PROBLEM TO WORK ON: Go through the entries below and collect each line with the string "grid" in it.

### DATA RECORDS

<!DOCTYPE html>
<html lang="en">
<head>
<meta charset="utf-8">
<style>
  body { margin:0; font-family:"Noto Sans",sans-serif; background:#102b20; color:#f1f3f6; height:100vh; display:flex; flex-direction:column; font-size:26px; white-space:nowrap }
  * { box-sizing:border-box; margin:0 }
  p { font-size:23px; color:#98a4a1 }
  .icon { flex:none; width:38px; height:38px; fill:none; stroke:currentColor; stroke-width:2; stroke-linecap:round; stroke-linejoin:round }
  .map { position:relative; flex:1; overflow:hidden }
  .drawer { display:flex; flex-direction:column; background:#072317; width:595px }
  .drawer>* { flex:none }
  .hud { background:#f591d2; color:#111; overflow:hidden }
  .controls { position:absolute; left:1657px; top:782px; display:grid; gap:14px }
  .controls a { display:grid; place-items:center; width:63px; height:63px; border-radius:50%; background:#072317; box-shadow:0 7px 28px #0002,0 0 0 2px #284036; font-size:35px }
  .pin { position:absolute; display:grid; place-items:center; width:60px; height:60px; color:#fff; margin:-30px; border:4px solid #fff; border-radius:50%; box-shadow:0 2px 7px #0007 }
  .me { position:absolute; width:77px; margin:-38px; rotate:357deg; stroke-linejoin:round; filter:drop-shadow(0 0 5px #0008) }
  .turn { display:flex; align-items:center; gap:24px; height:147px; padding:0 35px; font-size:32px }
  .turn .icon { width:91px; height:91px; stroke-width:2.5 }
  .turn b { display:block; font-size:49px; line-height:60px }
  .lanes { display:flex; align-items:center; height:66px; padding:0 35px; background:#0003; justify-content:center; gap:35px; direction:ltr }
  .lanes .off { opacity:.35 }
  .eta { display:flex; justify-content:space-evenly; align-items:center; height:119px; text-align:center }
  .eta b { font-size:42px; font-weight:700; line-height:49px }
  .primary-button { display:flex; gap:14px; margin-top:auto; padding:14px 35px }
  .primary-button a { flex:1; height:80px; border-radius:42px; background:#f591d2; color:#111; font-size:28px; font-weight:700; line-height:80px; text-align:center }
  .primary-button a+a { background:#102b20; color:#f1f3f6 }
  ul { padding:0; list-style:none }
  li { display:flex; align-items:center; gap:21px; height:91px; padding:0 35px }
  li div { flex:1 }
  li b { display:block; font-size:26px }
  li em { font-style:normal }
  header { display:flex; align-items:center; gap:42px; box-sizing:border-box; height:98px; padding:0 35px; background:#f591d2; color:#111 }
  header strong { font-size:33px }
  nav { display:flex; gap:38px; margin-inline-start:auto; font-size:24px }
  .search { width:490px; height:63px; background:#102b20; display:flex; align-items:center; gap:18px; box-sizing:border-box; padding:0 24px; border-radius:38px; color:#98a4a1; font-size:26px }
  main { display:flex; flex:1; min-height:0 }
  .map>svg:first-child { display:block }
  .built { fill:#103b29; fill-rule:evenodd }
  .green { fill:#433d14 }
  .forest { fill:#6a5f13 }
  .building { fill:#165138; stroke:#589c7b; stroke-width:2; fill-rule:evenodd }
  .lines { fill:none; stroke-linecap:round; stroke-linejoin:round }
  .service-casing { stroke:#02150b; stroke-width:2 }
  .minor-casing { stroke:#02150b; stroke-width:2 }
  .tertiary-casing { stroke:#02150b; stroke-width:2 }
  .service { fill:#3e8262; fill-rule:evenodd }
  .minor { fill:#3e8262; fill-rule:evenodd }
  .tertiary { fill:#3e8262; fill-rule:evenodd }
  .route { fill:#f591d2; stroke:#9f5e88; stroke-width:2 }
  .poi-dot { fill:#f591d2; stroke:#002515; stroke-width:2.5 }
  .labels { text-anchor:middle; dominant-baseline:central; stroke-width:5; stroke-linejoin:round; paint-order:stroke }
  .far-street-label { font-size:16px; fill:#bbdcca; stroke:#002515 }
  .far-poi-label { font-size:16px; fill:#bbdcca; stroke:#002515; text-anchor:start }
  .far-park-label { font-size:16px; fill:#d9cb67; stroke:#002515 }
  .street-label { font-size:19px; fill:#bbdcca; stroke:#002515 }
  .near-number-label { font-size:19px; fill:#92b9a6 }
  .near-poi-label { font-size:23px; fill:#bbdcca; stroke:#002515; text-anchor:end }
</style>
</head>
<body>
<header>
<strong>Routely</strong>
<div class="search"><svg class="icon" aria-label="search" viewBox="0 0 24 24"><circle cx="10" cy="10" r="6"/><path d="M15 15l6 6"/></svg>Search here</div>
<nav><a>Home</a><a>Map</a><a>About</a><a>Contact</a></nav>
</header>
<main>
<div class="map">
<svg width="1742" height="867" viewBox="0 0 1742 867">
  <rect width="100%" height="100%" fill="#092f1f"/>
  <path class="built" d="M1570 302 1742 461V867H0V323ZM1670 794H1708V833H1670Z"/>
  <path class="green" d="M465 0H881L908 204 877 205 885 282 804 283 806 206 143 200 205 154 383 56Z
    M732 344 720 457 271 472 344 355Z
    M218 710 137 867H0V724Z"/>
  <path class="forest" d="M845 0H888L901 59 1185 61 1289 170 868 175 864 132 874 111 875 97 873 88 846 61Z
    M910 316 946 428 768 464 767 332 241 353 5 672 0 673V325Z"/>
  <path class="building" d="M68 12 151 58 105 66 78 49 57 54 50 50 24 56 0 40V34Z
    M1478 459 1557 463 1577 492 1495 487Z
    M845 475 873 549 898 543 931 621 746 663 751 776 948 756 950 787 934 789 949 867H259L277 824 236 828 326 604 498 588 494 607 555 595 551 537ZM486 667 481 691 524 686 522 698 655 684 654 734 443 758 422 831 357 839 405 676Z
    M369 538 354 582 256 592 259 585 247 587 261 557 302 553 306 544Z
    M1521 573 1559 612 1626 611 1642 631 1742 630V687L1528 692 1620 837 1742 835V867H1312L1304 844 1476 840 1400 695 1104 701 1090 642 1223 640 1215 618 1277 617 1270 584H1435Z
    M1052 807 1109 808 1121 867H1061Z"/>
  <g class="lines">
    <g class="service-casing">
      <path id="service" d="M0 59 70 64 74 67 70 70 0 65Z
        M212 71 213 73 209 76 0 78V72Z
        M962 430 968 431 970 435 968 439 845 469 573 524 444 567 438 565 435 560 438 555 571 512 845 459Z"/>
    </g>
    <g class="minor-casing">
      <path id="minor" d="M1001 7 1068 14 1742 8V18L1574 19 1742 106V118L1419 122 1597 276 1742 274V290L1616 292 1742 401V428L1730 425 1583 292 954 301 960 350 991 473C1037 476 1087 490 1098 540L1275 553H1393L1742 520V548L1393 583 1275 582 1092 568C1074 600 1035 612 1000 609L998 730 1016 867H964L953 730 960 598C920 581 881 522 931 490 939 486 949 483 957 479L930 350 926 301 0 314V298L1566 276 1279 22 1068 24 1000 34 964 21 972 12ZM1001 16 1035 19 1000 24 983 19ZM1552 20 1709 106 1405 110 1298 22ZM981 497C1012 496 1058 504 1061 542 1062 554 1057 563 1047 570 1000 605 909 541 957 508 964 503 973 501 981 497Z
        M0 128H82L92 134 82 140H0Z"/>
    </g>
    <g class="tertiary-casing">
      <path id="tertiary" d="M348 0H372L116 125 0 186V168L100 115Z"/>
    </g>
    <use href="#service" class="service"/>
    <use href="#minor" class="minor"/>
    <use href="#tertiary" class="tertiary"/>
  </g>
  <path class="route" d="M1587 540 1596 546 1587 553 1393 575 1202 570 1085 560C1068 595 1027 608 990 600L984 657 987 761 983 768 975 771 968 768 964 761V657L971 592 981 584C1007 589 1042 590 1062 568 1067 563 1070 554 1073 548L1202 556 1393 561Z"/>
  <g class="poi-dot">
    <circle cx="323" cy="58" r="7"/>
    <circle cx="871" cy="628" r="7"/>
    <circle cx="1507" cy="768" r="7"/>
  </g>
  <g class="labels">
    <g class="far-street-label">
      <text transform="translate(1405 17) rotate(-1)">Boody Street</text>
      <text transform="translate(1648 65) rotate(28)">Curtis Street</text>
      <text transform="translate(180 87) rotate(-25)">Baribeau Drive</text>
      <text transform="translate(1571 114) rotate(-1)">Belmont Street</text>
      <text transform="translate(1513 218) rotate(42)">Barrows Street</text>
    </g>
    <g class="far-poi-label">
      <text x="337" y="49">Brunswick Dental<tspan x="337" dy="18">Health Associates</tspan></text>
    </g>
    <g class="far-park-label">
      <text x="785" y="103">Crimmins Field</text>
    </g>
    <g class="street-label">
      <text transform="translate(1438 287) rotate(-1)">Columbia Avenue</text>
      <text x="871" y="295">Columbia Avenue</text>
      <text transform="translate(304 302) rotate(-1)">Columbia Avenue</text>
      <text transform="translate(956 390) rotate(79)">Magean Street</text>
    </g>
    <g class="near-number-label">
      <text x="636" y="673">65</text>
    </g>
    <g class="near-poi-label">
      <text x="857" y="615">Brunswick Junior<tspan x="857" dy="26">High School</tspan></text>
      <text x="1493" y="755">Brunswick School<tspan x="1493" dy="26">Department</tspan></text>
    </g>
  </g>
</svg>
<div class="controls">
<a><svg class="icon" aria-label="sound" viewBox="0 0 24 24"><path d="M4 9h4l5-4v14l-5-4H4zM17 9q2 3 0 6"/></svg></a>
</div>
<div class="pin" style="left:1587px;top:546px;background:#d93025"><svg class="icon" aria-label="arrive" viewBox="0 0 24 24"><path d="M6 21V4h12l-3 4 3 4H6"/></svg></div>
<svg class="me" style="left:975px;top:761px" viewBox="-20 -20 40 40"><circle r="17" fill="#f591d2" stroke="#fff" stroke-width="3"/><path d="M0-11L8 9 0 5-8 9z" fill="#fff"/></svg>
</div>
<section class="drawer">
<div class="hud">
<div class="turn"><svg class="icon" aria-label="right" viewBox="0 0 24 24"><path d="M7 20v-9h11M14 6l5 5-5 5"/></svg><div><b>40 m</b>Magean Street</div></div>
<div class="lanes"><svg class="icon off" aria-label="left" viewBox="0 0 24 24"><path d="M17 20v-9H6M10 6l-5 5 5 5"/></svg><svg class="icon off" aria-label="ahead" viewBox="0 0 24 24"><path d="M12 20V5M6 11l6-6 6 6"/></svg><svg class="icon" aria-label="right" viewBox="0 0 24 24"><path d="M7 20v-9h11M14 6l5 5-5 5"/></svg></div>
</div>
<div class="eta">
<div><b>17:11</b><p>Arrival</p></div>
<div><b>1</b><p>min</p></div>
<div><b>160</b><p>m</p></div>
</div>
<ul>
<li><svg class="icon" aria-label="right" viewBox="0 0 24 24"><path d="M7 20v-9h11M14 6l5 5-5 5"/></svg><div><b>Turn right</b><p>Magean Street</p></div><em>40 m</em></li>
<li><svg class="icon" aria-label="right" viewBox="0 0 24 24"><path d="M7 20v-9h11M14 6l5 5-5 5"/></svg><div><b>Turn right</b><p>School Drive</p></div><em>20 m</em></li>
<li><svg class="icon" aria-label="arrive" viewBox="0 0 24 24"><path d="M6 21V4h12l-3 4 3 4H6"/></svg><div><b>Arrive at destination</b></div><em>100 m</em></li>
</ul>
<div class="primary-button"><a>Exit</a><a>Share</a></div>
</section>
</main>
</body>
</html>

######

EXERCISE RESPONSE:
  .controls { position:absolute; left:1657px; top:782px; display:grid; gap:14px }
  .controls a { display:grid; place-items:center; width:63px; height:63px; border-radius:50%; background:#072317; box-shadow:0 7px 28px #0002,0 0 0 2px #284036; font-size:35px }
  .pin { position:absolute; display:grid; place-items:center; width:60px; height:60px; color:#fff; margin:-30px; border:4px solid #fff; border-radius:50%; box-shadow:0 2px 7px #0007 }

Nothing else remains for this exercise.